In todays' Editorial section.

I can't be the only pedestrian hoping for an early snowfall after months of dodging bicycles, Chicago's version of the running of the bulls at Pamplona.

It's an increasingly popular sport, at least with the city's cyclists. It offers the cachet of paying respect to the environment while keeping physically fit. Bicycles don't pollute. Pedaling is good for the cardiovascular system. There is even a small health benefit to walkers. Nothing gets the juices flowing like crossing a street and seeing a two-wheeled vehicle homing in on you like a heat-seeking missile.

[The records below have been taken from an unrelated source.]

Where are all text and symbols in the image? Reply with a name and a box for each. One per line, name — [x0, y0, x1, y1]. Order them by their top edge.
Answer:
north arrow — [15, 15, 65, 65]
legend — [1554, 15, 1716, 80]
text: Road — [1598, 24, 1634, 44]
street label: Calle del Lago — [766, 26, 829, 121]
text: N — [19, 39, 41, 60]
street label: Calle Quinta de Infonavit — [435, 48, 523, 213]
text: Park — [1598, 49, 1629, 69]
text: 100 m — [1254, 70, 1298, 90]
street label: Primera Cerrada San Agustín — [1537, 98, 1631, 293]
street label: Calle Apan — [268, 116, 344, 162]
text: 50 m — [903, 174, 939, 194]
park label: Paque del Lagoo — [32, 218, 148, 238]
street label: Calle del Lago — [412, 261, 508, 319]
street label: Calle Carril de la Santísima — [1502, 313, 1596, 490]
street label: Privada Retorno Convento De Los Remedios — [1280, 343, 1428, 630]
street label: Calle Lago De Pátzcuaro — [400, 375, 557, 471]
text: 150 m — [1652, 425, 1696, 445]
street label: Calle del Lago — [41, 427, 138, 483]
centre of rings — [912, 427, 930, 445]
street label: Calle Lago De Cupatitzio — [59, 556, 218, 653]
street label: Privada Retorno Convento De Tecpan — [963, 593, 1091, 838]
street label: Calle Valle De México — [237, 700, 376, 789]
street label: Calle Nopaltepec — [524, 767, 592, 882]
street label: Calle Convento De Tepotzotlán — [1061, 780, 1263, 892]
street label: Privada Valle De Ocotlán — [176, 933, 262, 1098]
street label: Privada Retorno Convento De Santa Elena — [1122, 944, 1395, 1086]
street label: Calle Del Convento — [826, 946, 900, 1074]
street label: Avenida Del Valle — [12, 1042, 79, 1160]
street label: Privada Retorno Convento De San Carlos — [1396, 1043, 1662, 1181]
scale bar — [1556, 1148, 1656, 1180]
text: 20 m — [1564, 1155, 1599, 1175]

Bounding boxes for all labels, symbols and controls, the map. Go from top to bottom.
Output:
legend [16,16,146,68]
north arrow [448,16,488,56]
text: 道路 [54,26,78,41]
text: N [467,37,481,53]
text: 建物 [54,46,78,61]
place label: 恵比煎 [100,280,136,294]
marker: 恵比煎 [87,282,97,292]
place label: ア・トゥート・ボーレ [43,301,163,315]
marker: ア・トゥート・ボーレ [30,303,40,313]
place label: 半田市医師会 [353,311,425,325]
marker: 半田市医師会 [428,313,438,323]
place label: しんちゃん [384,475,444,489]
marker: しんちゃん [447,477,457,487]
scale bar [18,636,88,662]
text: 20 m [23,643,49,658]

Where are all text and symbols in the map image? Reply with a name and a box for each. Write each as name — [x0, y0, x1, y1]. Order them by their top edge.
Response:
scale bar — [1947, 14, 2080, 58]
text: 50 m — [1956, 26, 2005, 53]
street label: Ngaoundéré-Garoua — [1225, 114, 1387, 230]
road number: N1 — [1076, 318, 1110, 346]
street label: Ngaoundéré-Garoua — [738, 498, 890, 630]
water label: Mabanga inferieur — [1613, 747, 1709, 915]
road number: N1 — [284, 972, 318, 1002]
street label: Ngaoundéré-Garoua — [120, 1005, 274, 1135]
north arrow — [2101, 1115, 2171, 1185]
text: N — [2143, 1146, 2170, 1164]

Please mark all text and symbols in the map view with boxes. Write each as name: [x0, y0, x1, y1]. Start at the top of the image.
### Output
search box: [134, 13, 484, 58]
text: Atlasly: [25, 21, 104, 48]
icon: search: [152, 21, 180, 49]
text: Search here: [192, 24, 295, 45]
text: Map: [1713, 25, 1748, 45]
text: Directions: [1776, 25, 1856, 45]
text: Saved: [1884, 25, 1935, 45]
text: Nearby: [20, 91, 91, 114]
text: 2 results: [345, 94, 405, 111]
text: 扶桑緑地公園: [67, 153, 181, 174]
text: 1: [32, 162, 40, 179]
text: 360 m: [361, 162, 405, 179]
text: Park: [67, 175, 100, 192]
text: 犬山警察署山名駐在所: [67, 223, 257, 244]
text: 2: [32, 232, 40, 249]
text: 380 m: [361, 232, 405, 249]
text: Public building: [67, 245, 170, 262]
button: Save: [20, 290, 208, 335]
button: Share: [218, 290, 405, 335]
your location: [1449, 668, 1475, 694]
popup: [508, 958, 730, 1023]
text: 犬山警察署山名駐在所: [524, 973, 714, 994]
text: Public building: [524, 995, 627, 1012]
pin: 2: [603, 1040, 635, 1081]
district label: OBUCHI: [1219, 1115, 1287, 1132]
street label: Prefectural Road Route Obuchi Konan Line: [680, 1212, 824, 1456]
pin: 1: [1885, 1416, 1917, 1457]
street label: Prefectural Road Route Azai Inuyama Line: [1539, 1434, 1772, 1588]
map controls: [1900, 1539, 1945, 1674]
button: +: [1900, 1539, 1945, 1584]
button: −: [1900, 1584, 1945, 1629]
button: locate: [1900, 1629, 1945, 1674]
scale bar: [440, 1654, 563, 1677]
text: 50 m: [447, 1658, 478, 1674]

That happened to me while crossing Lincoln Avenue this summer. I had a green light, and while conscious of a bicyclist coming down Lincoln, I assumed she would stop for the red light she was facing, or at least slow down. But she kept on coming, and I hate to think of the resulting damage to her bike and my body had I not jumped out of the way. Without so much as looking back over her shoulder, she flipped me the bird. I guess she thought that, even though I had a "walk" light, I should have deferred to her right to go through a red light unimpeded.


cComments
  • Agreed! I often do not see cyclists obey the traffic laws, I almost hit one flying across a street off a sidewalk going the opposite way where trees blocked my vision of the sidewalk. You are so correct they aren't accountable to obeying the law and feel entitled demanding more and more...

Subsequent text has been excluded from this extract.